By Richard Robinson
During the time of the Pharaohs, Egypt possessed an advanced understanding of medicine. The Greek historian Herodotus described the Egyptians as "the healthiest of all men, next to the Libyans."
This wasn't an accident.
In his history, The Persian Wars, Herodotus wrote,
"The practice of medicine is so specialized among them that each physician is a healer of one disease and no more. All the country is full of physicians, some of the eye, some of the teeth, some of what pertains to the belly, and some of the hidden diseases."
It was a hidden disease that troubled Egyptian doctors the most. An Egyptian manuscript dated to 1500 B.C. described a condition as "too great emptying of the urine."
This puzzled doctors.
About this same time, doctors in India were confronted with a similar condition they called madhumeha, or "honey urine." They called it honey urine because some people's urine attracted ants.
Fast forward 3,500 years and the existence of diabetes mellitus is still with us.
Only now, it's much worse...
That's because diabetes afflicts more than 430 million people worldwide. That's a 300% increase from 1980 levels. And that number is expected to grow to 645 million by 2040.
This means the insulin market is booming, which makes for a great investment opportunity...
Novo Nordisk (NVO) is a Danish company with a market cap of $90 billion. It has manufactured insulin since 1923. The company controls 50% of the global market for insulin and 25% of the diabetes industry.
The company generates revenues of $16 billion annually. A little more than half of that comes from its North American operations. That's not surprising given the prevalence of obesity in the United States and Canada.
Insulin sales and obesity care generate nearly about 79% of the company's revenues. The remaining 21% comes from the company's biopharma sales for human growth hormone products and hemophilia treatments.
Big Pharma lives and dies on its pipeline. NVO is no exception. The company spent more than $2 billion last year on its research and development (R&D).
Today, the company has 17 new types of insulins and drugs in its pipeline. This includes a diabetes treatment in tablet form. If this treatment is approved, diabetics will be unchained from painful injections.
Another diabetes drug already approved (Tresiba) is a long-lasting insulin that lasts in the bloodstream for up to 40 hours. It earned more than $200 million in sales during the first half of 2016. The company expects that this drug will generate up to $5 billion annually by 2022.

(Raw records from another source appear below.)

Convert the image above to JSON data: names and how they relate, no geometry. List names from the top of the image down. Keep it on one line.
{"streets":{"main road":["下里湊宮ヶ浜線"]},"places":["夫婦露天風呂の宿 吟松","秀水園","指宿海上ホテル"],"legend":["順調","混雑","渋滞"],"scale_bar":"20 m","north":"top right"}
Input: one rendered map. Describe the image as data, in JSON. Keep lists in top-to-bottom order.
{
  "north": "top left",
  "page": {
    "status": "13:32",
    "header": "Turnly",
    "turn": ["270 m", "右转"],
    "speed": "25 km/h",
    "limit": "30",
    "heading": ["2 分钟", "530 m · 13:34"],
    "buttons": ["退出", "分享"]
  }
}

NVO Is Well Run And Undervalued
Novo Nordisk has grown its revenues at compound annual growth rate (CAGR) of 12.9% since 2012. That trend has continued this year, with revenues in the first half of 2016 growing by 5%.
But at the end of the day, we're looking for companies that can generate lots of free cash flow (FCF). FCF is what is left after capital expenditures are deducted from operating cash flow. And it's one of the best indicators of the health of a company.
And Novo Nordisk is a cash machine...
NVO has seen its free cash flow grow from $2.6 billion to $4.7 billion since 2012. That's a CAGR of 15.3%. But this isn't an isolated event.
Since 2005, NVO has generated $116 billion in revenues and $31 billion in free cash flow. Let me put this another way: Every dollar in sales the company makes results in $0.27 in free cash flow.
That's cash the company can use to grow or return to shareholders with dividends and stock buybacks. And speaking of dividends, NVO currently yields 4.2% with a 39% payout ratio. And since the company has no long-term debt, NVO has plenty of room for future dividend increases like the 28% increase in 2015.
Of course, no matter how great the business is, we never want to overpay for a stock...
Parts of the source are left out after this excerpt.